While further emphasizing the aforementioned theme of callous men resorting to violence to get what they want, the scene also introduces the idea of uninhibited female sexuality acting as an effective countermeasure to male aggression. Far from rendering her a pliable waif, Ochô’s nudity here gives her strength, freeing her from any and all societal mores of female decorum and reticence, and allowing the full weight of her fury to be unleashed upon the assassin horde. Although they hold a distinct advantage in numbers, the men are clearly afraid of Ochô—not only because she is charging at them with a large sword, but because she is naked.

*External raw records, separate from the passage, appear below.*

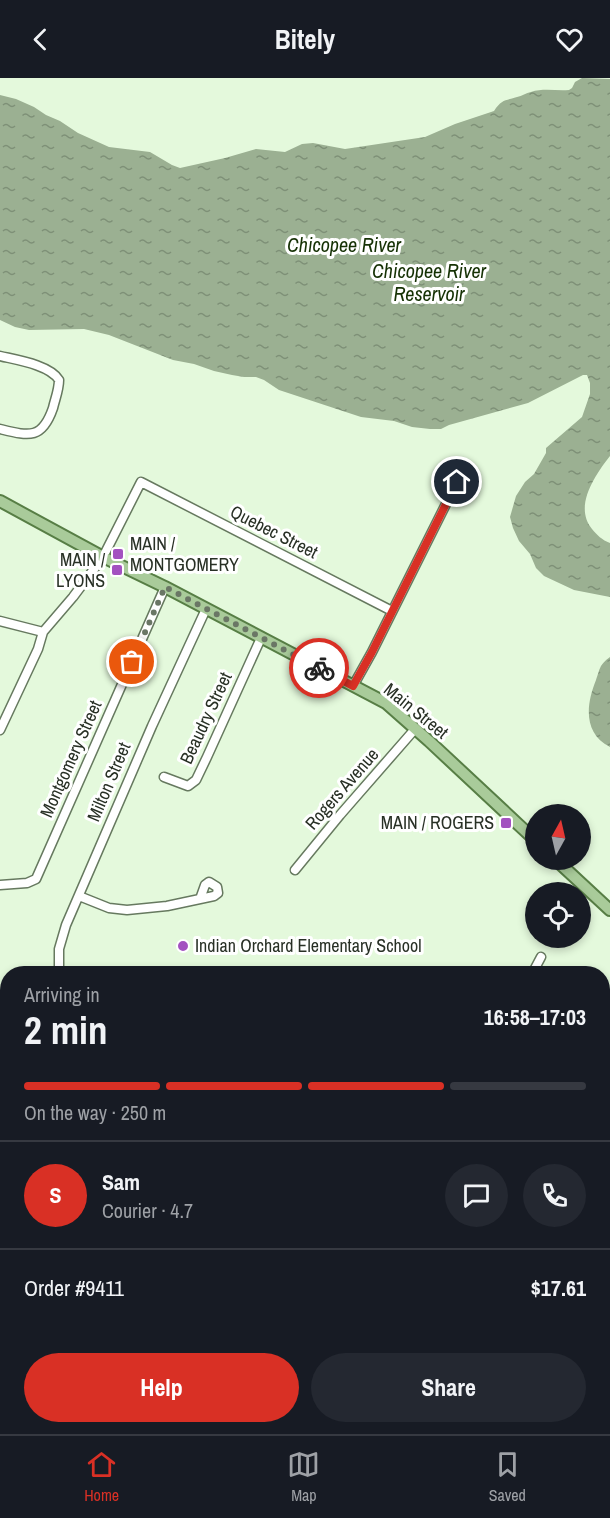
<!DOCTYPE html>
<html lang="en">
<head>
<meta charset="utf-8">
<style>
	:root { --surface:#171b24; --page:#242831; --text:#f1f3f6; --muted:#9ea1a6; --line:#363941; --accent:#d93025 }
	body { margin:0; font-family:"Archivo Narrow",sans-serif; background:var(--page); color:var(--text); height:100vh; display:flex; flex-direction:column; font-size:22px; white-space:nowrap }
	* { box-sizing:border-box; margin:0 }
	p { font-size:20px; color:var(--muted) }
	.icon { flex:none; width:33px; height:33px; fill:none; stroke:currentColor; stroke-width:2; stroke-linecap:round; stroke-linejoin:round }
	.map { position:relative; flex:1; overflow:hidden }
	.drawer { position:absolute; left:0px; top:888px; width:610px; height:468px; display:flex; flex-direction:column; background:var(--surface); border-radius:24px 24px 0 0; box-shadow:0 3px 9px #0003 }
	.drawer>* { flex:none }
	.needle { width:39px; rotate:8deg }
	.controls { position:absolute; left:525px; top:726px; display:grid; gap:12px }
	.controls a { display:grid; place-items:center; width:66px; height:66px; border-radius:50%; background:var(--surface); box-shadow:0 3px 9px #0003; font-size:30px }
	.pin { position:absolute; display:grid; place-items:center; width:51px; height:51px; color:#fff; margin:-26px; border:3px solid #fff; border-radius:50%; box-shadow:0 2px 6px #0007 }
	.courier { position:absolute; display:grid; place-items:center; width:60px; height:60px; margin:-30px; border:4px solid #d93025; border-radius:50%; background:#fff; color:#222; box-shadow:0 2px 8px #0007 }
	.overview em { font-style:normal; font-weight:700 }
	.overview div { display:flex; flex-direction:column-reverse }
	.overview { display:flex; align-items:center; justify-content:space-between; height:102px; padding:0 24px }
	h1 { font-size:39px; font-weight:700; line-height:45px }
	.bar { display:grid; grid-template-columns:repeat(4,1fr); gap:9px 6px; align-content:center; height:72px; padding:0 24px }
	.bar i { height:8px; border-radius:4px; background:var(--line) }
	.bar .on { background:var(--accent) }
	.bar p { grid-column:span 4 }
	.line { display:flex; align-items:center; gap:15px; padding:0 24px; border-top:2px solid var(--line) }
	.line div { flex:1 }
	.round { display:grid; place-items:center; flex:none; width:63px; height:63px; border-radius:32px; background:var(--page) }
	.cta { display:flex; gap:12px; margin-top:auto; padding:12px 24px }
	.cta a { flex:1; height:69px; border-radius:36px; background:var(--accent); color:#fff; font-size:24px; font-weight:700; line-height:69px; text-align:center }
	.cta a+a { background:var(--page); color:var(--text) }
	header { display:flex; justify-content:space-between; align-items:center; height:78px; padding:0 24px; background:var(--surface); font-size:27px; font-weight:700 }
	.tab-bar { display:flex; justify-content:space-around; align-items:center; height:84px; border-top:2px solid var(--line); background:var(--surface); font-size:16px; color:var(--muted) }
	.tab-bar a { display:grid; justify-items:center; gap:3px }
	.tab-bar .on { color:var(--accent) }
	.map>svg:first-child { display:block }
	.park { fill:url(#park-tufts) }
	.water { fill:url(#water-ripples) }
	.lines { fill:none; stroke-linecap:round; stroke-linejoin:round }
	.minor-casing { stroke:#66795f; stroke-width:11 }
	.major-casing { stroke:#577e45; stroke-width:14 }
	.minor { stroke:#fff; stroke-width:8 }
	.major { stroke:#a9cb9a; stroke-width:10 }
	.done { stroke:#6a7665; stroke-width:6; stroke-dasharray:0 10.8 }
	.route { stroke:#d93025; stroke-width:8 }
	.poi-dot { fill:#a351c0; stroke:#fff; stroke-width:2 }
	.labels { text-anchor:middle; stroke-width:6; stroke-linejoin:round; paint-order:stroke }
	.street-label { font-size:18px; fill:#283025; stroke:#fff }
	.poi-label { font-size:18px; fill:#283025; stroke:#fff; text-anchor:start }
	.water-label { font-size:20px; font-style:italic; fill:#153104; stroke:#fff }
</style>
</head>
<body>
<header><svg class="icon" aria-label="back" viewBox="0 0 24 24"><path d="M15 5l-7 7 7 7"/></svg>Bitely<svg class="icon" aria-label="heart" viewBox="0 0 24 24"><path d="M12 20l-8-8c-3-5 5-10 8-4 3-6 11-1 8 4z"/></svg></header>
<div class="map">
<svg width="610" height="1356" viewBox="0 0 610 1356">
	<defs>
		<pattern id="park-tufts" width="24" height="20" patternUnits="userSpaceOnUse" patternTransform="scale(1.5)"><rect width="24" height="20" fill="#c2d5ba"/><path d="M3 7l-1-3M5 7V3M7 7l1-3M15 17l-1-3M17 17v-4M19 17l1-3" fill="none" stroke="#a7b7a0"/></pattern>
		<pattern id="water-ripples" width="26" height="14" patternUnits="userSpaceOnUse" patternTransform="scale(1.5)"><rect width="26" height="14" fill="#9bb092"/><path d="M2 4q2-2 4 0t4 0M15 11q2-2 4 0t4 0" fill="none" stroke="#7e9077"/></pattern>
	</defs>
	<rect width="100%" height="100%" fill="#e4f9dc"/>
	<path class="park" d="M227,1348H460L466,1356H223Z"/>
	<path class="water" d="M582,0L610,1V378C596,396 573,428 592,451C597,457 602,462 610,465V519L574,512L544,498L536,490L530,476L519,463L513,450L510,439L516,418L525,404L534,396L546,375V370L582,339L590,316V305L587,297H583L528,325L449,347L441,351H430L412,349L394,343L361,339L279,312L264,302L256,299H244L232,297L214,293L194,286L173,282L109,257L84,251L29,252L15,249L0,242V17L16,21L34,29L46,37L60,43L78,55L109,69L150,74L172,87L180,90L225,80L256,71L285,74L302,66L313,65L345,71L425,59L455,46L494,33C502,21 505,23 517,19C522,18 526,15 531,14C543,10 556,13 569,12L572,10L575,4Z
		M610,579V669C583,655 586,627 596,602C600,591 599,587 610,579Z"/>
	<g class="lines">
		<g class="minor-casing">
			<path id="minor" d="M0,278C17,282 50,287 59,302C59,312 55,321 53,330C42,362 29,358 0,351
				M0,543L43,554
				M353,608L372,574L457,404
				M0,652L38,571L43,554L73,519L103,479L141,404L392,533
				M164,699L188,708L196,702L207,679L261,560
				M295,792L340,737L415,651
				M0,807L27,805L36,801L165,509
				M79,818L109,830L127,832L167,828L214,818L218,815L217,809L209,804L205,807L200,821
				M59,896V871L66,847L152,648L206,531
				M532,896L541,879
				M603,919L610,916
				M603,1032L610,1044
				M603,1253L610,1249
				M0,1265L8,1264
				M603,1284L610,1295
				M0,1343L8,1344
				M545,1348L550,1356"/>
		</g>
		<g class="major-casing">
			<path id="major" d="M0,423L103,479L165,509L386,625L429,663L536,763
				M556,782L610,832
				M0,1016L8,1013
				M603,1022L610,1018
				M203,1356L207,1348"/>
		</g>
		<use href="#minor" class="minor"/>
		<use href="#major" class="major"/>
	</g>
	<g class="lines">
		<path class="done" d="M132,584L165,509L319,590"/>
		<path class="route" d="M319,590L353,608L372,574L457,404"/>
	</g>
	<g class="poi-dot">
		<rect x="112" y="470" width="12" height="12" rx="3"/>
		<rect x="111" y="486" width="12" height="12" rx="3"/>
		<rect x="500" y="739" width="12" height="12" rx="3"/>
		<circle cx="183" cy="868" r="6"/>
	</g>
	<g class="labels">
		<g class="street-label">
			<text transform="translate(274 454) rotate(27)" y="6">Quebec Street</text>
			<text transform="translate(416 633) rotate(39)" y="6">Main Street</text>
			<text transform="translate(206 640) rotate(-65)" y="6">Beaudry Street</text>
			<text transform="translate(71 681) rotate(-66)" y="6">Montgomery Street</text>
			<text transform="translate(109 704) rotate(-67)" y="6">Milton Street</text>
			<text transform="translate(342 711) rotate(-49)" y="6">Rogers Avenue</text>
		</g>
		<g class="poi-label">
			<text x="130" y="472">MAIN /<tspan x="130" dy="21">MONTGOMERY</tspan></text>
			<text x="105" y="488" text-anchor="end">MAIN /<tspan x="105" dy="21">LYONS</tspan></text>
			<text x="494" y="751" text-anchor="end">MAIN / ROGERS</text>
			<text x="195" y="874">Indian Orchard Elementary School</text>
		</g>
		<g class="water-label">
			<text x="344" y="174">Chicopee River</text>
			<text x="429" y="200">Chicopee River<tspan x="429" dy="23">Reservoir</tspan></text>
		</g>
	</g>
</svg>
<div class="controls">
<a><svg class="needle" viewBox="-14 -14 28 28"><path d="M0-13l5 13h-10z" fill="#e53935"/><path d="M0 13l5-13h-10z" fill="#9ea1a6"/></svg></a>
<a><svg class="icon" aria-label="locate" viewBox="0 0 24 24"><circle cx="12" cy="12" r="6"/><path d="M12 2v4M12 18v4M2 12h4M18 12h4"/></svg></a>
</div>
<div class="pin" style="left:132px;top:584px;background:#ea580c"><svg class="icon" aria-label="bag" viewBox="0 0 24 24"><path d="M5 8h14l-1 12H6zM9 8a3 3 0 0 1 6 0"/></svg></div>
<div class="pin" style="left:457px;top:404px;background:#1f2937"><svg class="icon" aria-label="home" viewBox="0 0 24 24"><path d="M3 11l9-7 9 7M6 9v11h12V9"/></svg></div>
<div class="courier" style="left:319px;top:590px"><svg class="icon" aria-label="bike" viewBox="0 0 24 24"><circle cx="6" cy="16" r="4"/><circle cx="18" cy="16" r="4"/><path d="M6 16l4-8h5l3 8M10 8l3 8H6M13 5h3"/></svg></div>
<section class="drawer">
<div class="overview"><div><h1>2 min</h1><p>Arriving in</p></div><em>16:58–17:03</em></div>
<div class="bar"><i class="on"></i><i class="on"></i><i class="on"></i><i></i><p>On the way · 250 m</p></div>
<div class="line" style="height:108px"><b class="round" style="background:var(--accent);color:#fff">S</b><div><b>Sam</b><p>Courier · 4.7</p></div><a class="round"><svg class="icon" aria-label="chat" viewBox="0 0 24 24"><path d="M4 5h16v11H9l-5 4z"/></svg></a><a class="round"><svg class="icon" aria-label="phone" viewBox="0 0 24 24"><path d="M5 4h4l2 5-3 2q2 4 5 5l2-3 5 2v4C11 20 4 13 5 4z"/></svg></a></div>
<div class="line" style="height:78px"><div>Order #9411</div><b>$17.61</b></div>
<div class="cta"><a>Help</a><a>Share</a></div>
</section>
</div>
<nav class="tab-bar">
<a class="on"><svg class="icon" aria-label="home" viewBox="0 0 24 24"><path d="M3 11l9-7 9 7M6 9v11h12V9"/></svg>Home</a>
<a><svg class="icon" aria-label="map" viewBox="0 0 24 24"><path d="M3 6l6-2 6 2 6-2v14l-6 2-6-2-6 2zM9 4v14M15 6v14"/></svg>Map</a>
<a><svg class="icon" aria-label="saved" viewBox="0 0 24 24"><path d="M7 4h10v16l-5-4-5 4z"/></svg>Saved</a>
</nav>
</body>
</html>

Confronted with such unfettered femininity, the gang’s machismo posturing is nullified, and, fittingly, they are killed to a man.

This idea of the naked female serving as a buffer to the machinations of insecure males is echoed later in the film as Ochô sets out on a final rampage in hopes of exorcising her demons. Clad in a traditional kimono, the proper attire for a sensible young woman, she brazenly enters the mansion home of a known criminal, and begins crossing swords with lackeys. At first, constrained as she is by the voluminous folds of her clothing, Ochô is unable to successfully scale the heavily guarded staircase in order to reach her quarry. Instead of succumbing to defeat, however, she impatiently shrugs the robe off her right shoulder, at once exposing half her chest and allowing her brutal sword arm greater flexibility. As the body count mounts, Ochô similarly frees her left shoulder, a move that leaves her completely naked from the waist up, and consequently able to overcome the last of the enemy crowd and achieve her goal.

Of course, sexploitation pictures as a rule do not limit themselves to scenes of gory violence, even if naked women are involved. And sure enough, between Ochô’s battle of the bathhouse and the climactic massacre at the mansion, we are treated to a healthy dose of explicit debauchery. Far from trite titillation, however, the majority of these scenes serve as graphic buttresses to the film’s ideas on sex and power. The most telling example comes when Ochô employs her charms to seduce one of her father’s murderers. Unbeknownst to the lustful male, Ochô has slathered a poisonous lotion over her entire body in preparation of the tryst. As the sex-crazed man greedily envelops Ochô with ravenous kisses, attempting to thoroughly possess the object of his desire, he is confronted with the latent power and unsuspected fury of female sexuality—and it kills him.